1. My kids are assigned to bring Valentines into class. Sounds cute, right? Wrong. If I heard Mr. T tell me one more time how it makes him “so bored and tired” to write his name out on all 15 valentines I’d stick my head in the oven. And ever try to get a 3.5yo obstinate girl with nothing on her mind but hosting tea parties and lemonade stands for all her toys to sit still and write out 10 valentines with the names of all her classmates? Then put her name on all 10 as well? The teacher gave us a week to get this done. I’m hoping it’s finished by Valentine’s Day 2012.
2. Frigging chocolate. Try being allergic to it this time of year. Now try LOVING AND MISSING IT WITH ALL OF YOUR BEING because up until this metabolic intolerance kicked in around age 15, you used to eat it almost every day of your life with a reverence bordering on obsession. Now. Leave your house and try to find someplace – any place! – that isn’t simply teeming with chocolate beauties in every form, begging you to buy them and eat them. Just trying to get though the grocery store without having to dash past aisles of the stuff in pink and red wrappings in order to prevent inhaling too much of it or accidentally touching a rogue truffle on the counter at Starbucks is daily torture.
3. Now imagine your kids are allergic, too, and every where you go there are bins and bowls and displays and racks overflowing with bite-sized candies within easy reach of their fast little hands. Just one nibble could send them projectile vomiting within minutes, followed by spraying violent diarrhea around your car as you dash to the ER. Super duper!

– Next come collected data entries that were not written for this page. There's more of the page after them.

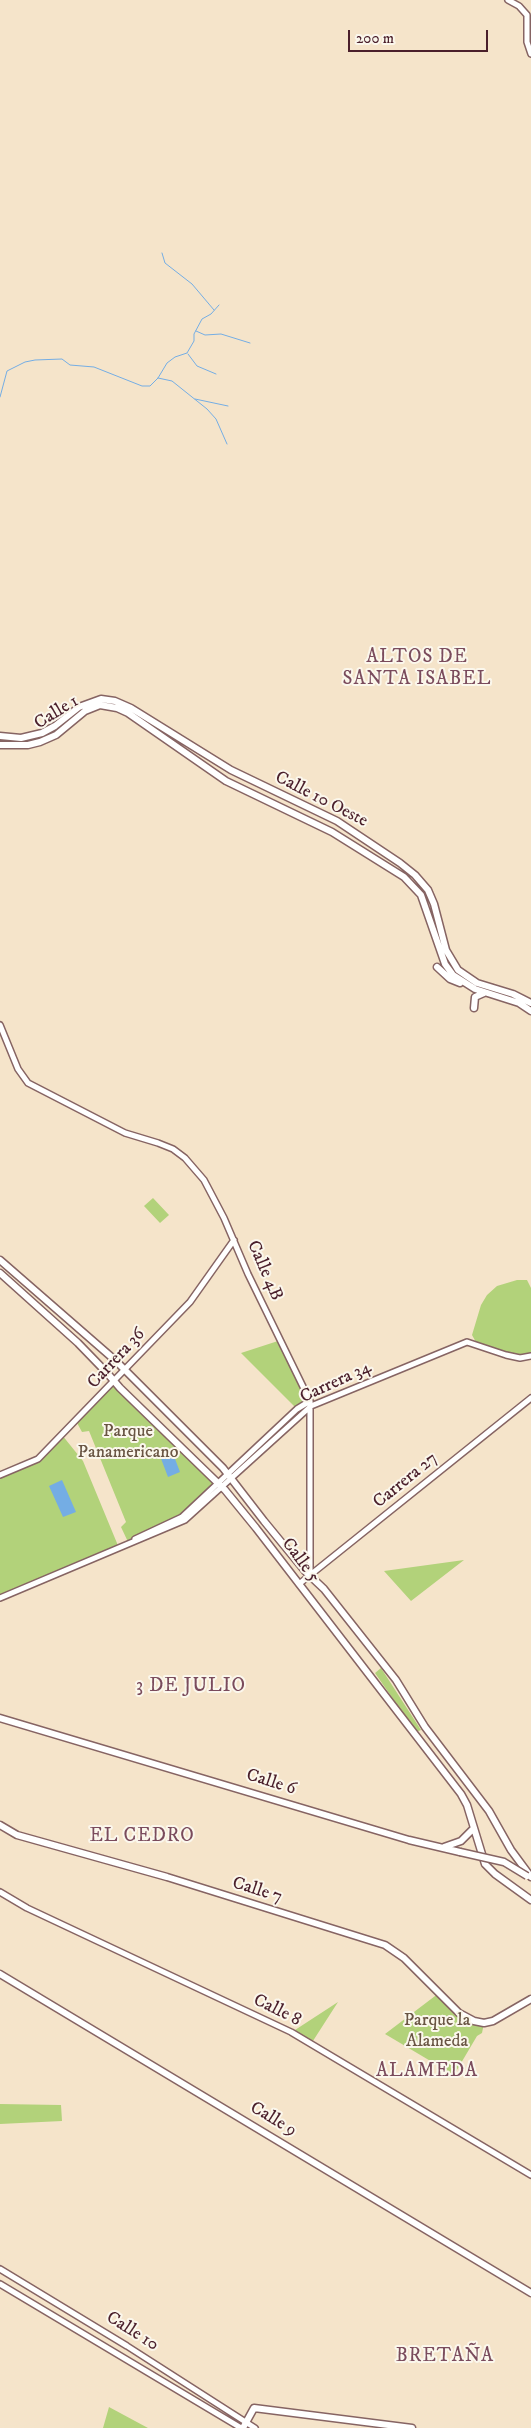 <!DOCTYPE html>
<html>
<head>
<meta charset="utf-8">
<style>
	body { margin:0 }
	#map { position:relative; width:531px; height:2428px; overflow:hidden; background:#f5e4ca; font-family:"IM FELL DW Pica",serif }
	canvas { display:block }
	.scale { position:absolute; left:348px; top:30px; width:140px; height:22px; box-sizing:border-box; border:2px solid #4a1f2b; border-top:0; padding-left:6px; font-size:15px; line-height:18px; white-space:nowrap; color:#4a1f2b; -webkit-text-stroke:4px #fbf7ec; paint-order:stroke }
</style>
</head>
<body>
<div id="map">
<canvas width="531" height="2428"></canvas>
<div class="scale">200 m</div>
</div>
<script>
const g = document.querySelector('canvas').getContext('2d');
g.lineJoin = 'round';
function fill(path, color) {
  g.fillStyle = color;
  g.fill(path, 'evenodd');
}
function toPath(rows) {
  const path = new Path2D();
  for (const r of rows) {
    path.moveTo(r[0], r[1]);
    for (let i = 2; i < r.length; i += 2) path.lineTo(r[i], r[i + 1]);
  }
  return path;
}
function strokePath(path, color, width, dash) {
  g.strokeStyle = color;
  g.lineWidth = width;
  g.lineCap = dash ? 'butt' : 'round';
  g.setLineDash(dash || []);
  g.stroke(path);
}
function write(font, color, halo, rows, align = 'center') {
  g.font = font + ' "IM FELL DW Pica",serif';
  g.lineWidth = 4;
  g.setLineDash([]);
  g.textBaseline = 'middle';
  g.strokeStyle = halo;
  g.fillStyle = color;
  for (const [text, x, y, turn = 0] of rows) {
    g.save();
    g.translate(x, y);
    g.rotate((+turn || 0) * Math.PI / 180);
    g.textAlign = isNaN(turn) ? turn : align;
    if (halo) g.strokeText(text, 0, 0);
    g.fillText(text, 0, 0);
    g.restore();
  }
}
const green = toPath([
	[153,1198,169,1215,160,1223,144,1206],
	[517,1280,527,1280,531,1288,531,1356,520,1358,477,1344,472,1335,481,1305,487,1295,497,1286],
	[278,1341,310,1401,297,1409,241,1353],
	[115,1382,217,1482,182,1517,129,1544,121,1527,126,1522,89,1431,82,1432,76,1421],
	[62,1435,83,1461,119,1548,0,1598,0,1475,38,1459],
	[464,1560,411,1601,384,1571],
	[381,1668,421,1730,416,1732,375,1673],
	[439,1993,459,2013,484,2023,482,2033,477,2036,454,2075,385,2034],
	[338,2002,311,2044,291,2032,295,2030],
	[0,2104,61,2105,62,2121,0,2124],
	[109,2407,148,2428,103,2428]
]);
const water = toPath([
	[172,1451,180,1472,168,1477,160,1456],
	[62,1480,76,1512,63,1517,49,1486]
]);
const stream = toPath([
	[162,253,165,263,192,284,214,310],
	[196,331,205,335,221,334,250,343],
	[188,354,197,366,216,374],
	[158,378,172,381,207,409,216,419,227,444],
	[0,397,7,371,25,362,35,360,62,359,70,365,94,367,142,386,150,386,158,378,167,363,175,357,187,353,194,341,194,334,202,319,211,314,219,305],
	[195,399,228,406]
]);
const minor = toPath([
	[508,0,519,6,527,15,527,42,531,54],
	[0,1025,18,1069,28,1083,125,1133,158,1143,173,1149,185,1158,204,1180,224,1218,248,1274,310,1401,310,1576],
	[0,1475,38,1459,190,1302,234,1240],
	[135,1539,182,1517,297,1409,310,1401],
	[299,1584,531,1398],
	[0,1598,185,1520,311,1406,467,1342,506,1355,520,1358,531,1356],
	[0,1892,27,1908,291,2032,531,2175],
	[0,2269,127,2346,255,2428],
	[0,2284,241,2428]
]);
const major = toPath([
	[0,736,21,738,42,733,55,726,79,707,101,699,115,701,131,708,231,770,337,821,400,863,415,875,428,890,434,904,446,950,458,970,477,983,513,994,531,1003],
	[0,745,28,745,40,742,56,735,85,711,100,705,117,708,128,713,226,781,332,832,404,877,421,895,445,964,453,975,475,989,519,1003,531,1011],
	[437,967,450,979,460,983],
	[474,1008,475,997,484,993],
	[0,1260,116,1361,223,1468,264,1521,305,1571,324,1589,396,1680,425,1727,489,1811,511,1850,531,1877],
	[0,1273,78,1343,108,1374,120,1388,225,1490,256,1528,461,1794,467,1805,485,1864,495,1874,531,1900],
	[0,1718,409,1840,460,1852],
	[0,1825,17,1835,167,1877,385,1945,404,1958,459,2013,474,2021,484,2023,493,2021,531,1999],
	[444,1847,461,1841,474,1828],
	[0,1974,531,2293],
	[243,2428,254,2408,412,2428]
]);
const majorBridge = toPath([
	[460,1852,504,1862,527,1876]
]);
const streetNames = [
	["Calle 1",57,713,-32],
	["Calle 10 Oeste",321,800,27],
	["Calle 4B",264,1271,66],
	["Carrera 36",117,1359,-47],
	["Carrera 34",336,1383,-25],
	["Carrera 27",406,1481,-39],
	["Calle 5",300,1561,53],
	["Calle 6",271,1783,17],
	["Calle 7",257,1891,17],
	["Calle 8",277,2011,26],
	["Calle 9",273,2120,31],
	["Calle 10",132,2332,32]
];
const parkNames = [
	["Parque",128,1432],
	["Panamericano",128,1453],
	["Parque la",437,2021],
	["Alameda",437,2042]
];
const neighbourhoodNames = [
	["ALTOS DE",417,658],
	["SANTA ISABEL",417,680],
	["3 DE JULIO",191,1687],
	["EL CEDRO",142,1837],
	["ALAMEDA",427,2072],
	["BRETAÑA",445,2357]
];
fill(green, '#b2d27a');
fill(water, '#74ade4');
strokePath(stream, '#74ade4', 1);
strokePath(minor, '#866463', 8);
strokePath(major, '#866463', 9);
strokePath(minor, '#fff', 5);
strokePath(major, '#fff', 6);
strokePath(majorBridge, '#866463', 9, []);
strokePath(majorBridge, '#fff', 6);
write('18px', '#4a1f2b', '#fbf7ec', streetNames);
write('18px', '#695543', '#fbf7ec', parkNames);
g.letterSpacing = '1px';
write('19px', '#7a4b5c', '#fbf7ec', neighbourhoodNames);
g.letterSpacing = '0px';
</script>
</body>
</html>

4. The really, really, really stupid jewelry commercials. I want to punch every one of these dolts buying ugly bracelets for the oh-so-surprised women in their lives in the throat. Every kiss does not begin with K. It begins with a box of zinfandel and him bringing home a dinner she doesn’t actually have to cook for once.
5. I have no less than four events coming up that I need my babysitter for. She isn’t available for a single one of them. When is she free? Valentine’s Day. Who the hell is available on Valentine’s Day? How is she begging me to go out with my husband that night, and not around any of the 4 random dates I’ve requested?? Why am I living this babysitting version of Murphy’s Frigging Law??
I swear. If this holiday didn’t at least guarantee me an excuse to stock up on gummy hearts and Red Hots and partake in a couple pink-frosted cupcakes, I’d totally make it my life’s goal to end it.